Co w końcu z tymi podwyżkami? Strony są gotowe do negocjacji
Jak mocno mogą zdrożeć iPhone’y? Cóż, według wyliczeń Rosenblatt Securities, które zakładają cła na poziomie 54%, cena przykładowego modelu iPhone 16 Pro Max w USA wzrosłaby do 2300 USD z obecnych 1599 USD. Nawet dla Amerykanów jest to cena zaporowa.
Póki co jednak trudno wyrokować, jaką cła ostatecznie przyjmą formę i kiedy odbije się to cenach urządzeń. Sytuacja bowiem dynamicznie się zmienia – w zasadzie z dnia na dzień. Zaledwie dwa dni temu Trump były gotowy do stanowczego wojowania z całym światem (nawet z wyspą, zamieszkaną przez pingwiny), ale teraz postanowił zawiesić cła na 90 dni. No dobra, nie każdy może liczyć na taką taryfę ulgowa – Chiny dalej objęte są cłami na poziomie 125%.
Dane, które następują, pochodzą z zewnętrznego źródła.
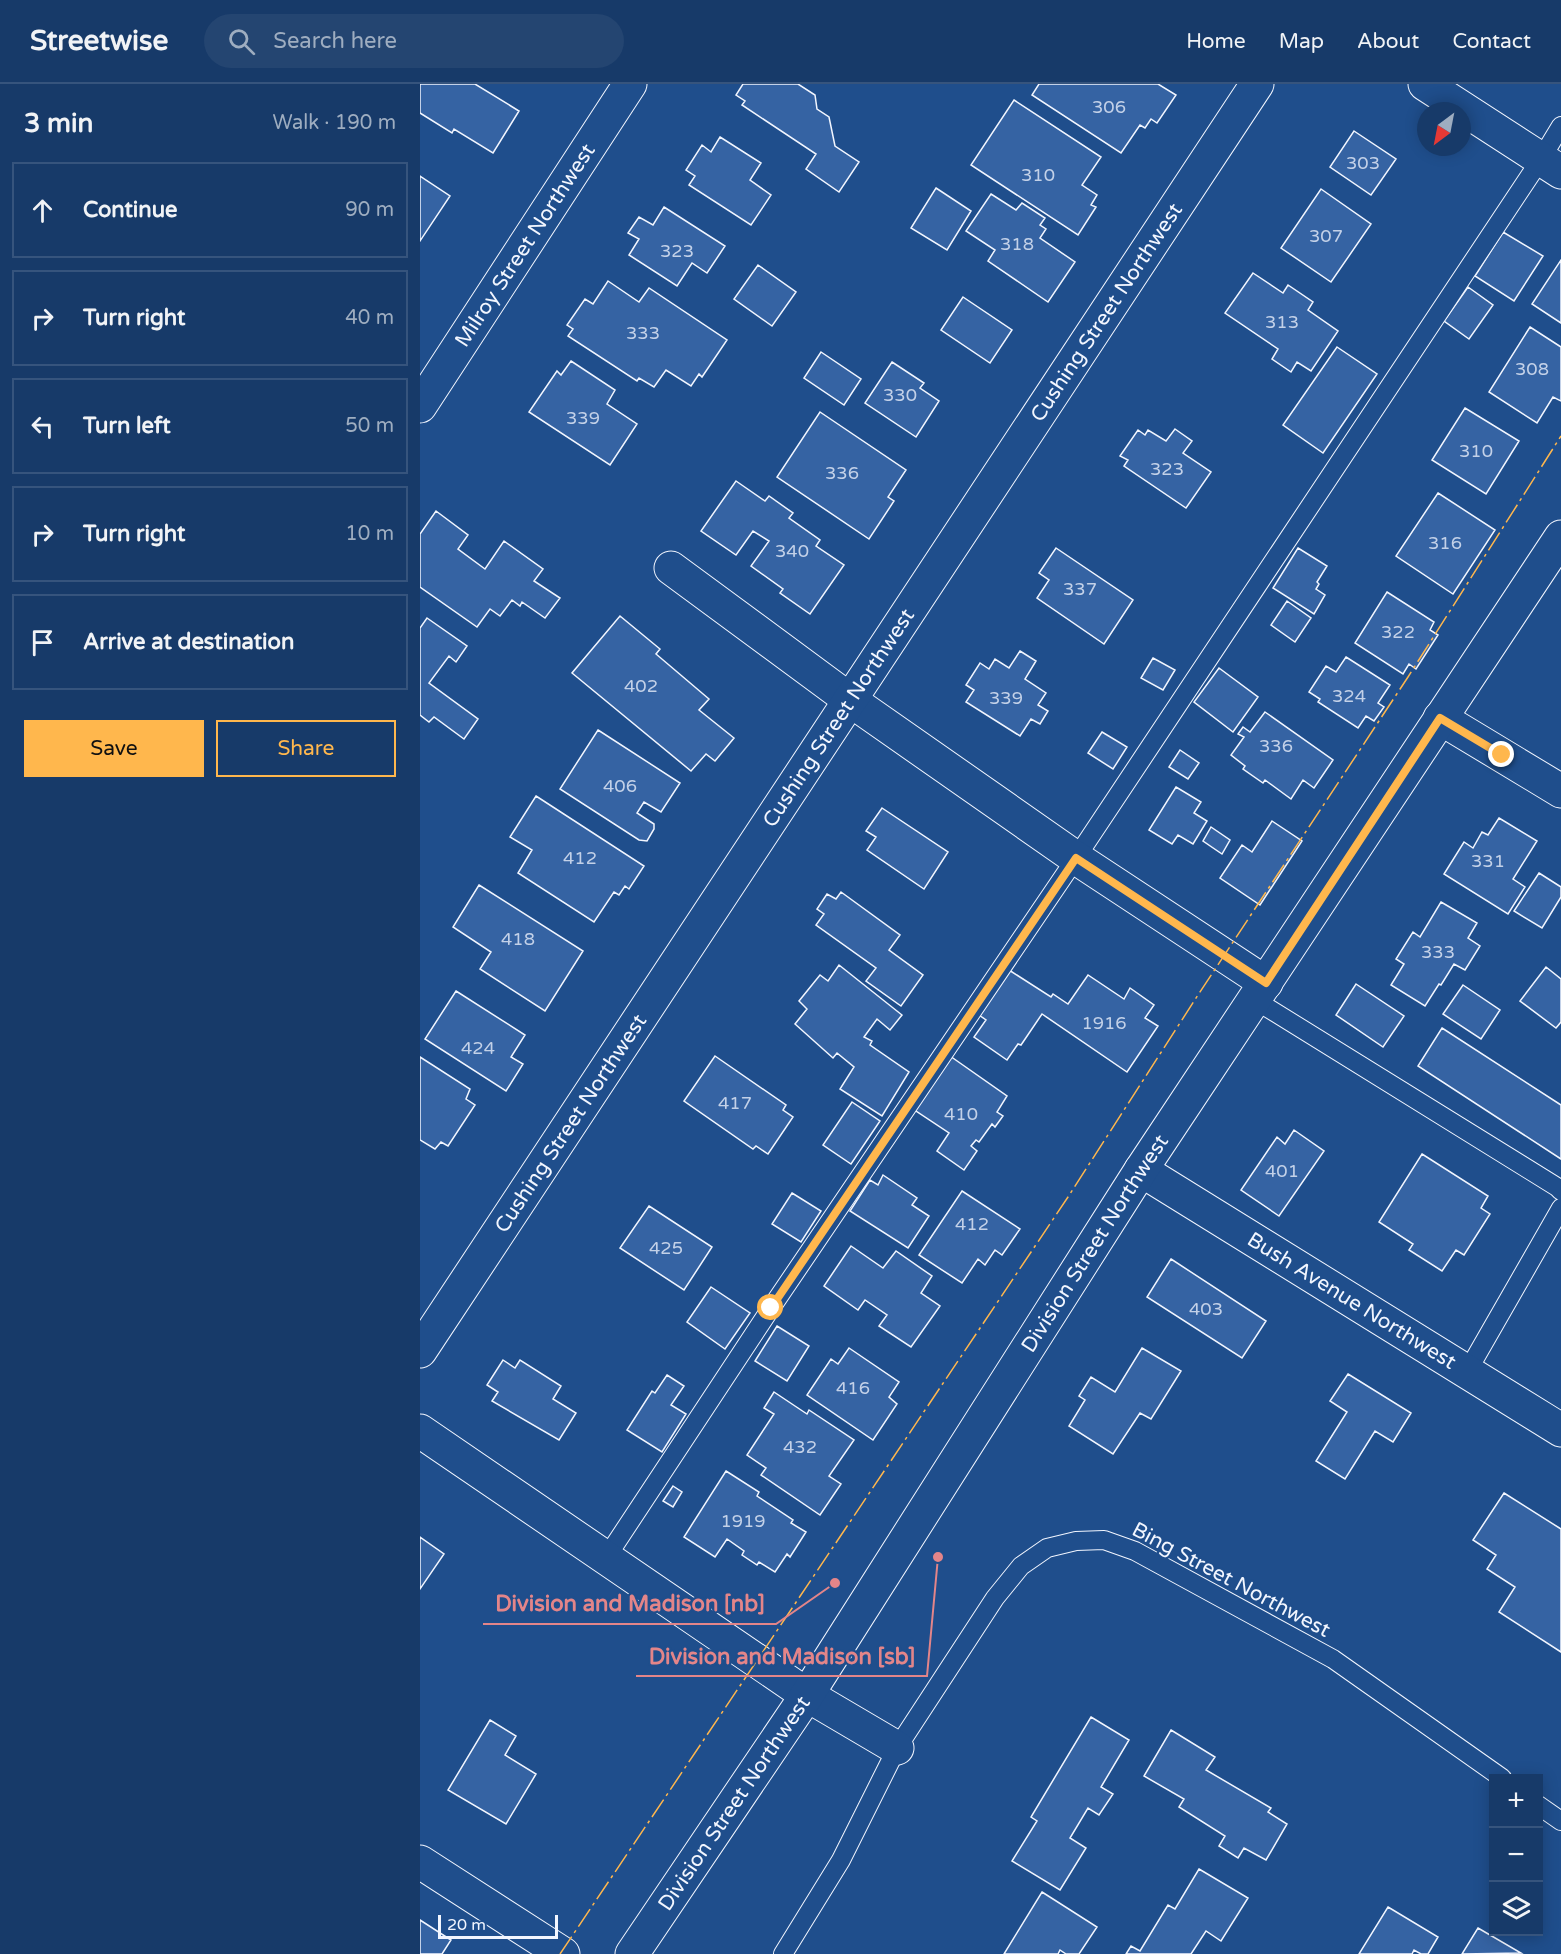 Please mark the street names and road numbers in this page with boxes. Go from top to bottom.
street label: Milroy Street Northwest [450,139,600,352]
street label: Cushing Street Northwest [1025,198,1187,426]
street label: Cushing Street Northwest [757,604,920,832]
street label: Cushing Street Northwest [489,1009,652,1237]
street label: Division Street Northwest [1016,1130,1174,1357]
street label: Bush Avenue Northwest [1243,1227,1461,1375]
street label: Bing Street Northwest [1128,1517,1334,1643]
street label: Division Street Northwest [653,1691,815,1915] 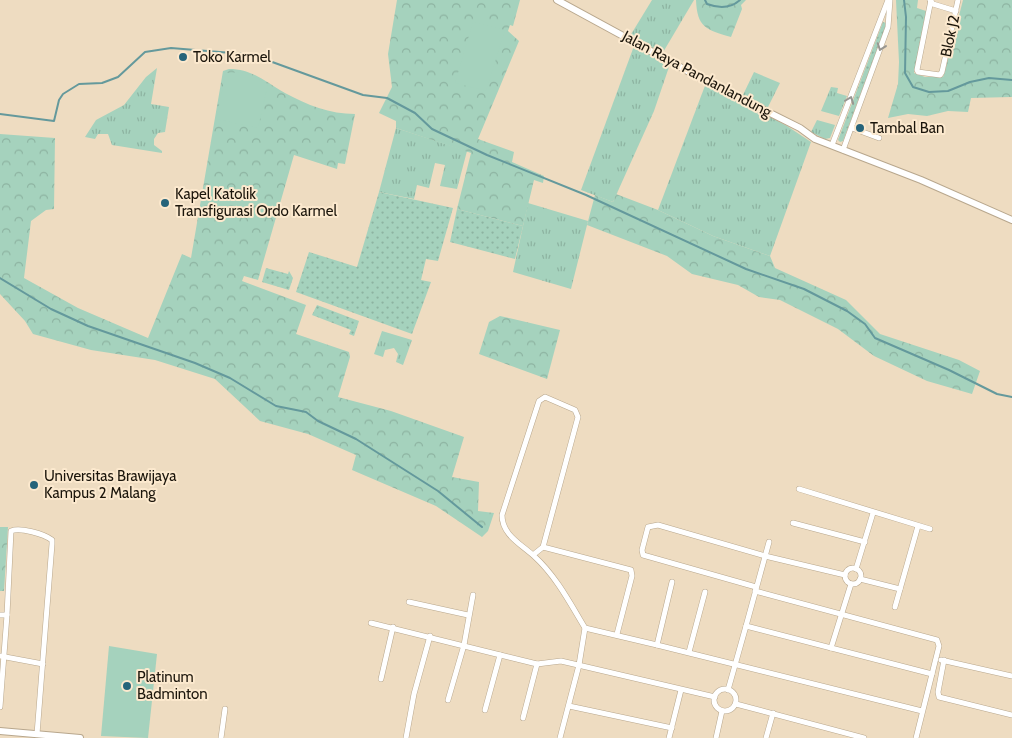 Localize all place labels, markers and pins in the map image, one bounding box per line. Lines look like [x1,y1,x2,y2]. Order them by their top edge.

To również może jednak niebawem się zmienić, bo zarówno Chiny jak i USA są już gotowe do rozmów negocjacyjnych. Państwo Środka ma jeden warunek – mają one odbyć się w atmosferze szacunku i równości, co dla administracji Donalda Trumpa (patrząc po ostatnich wypowiedziach) może być pewnym problemem.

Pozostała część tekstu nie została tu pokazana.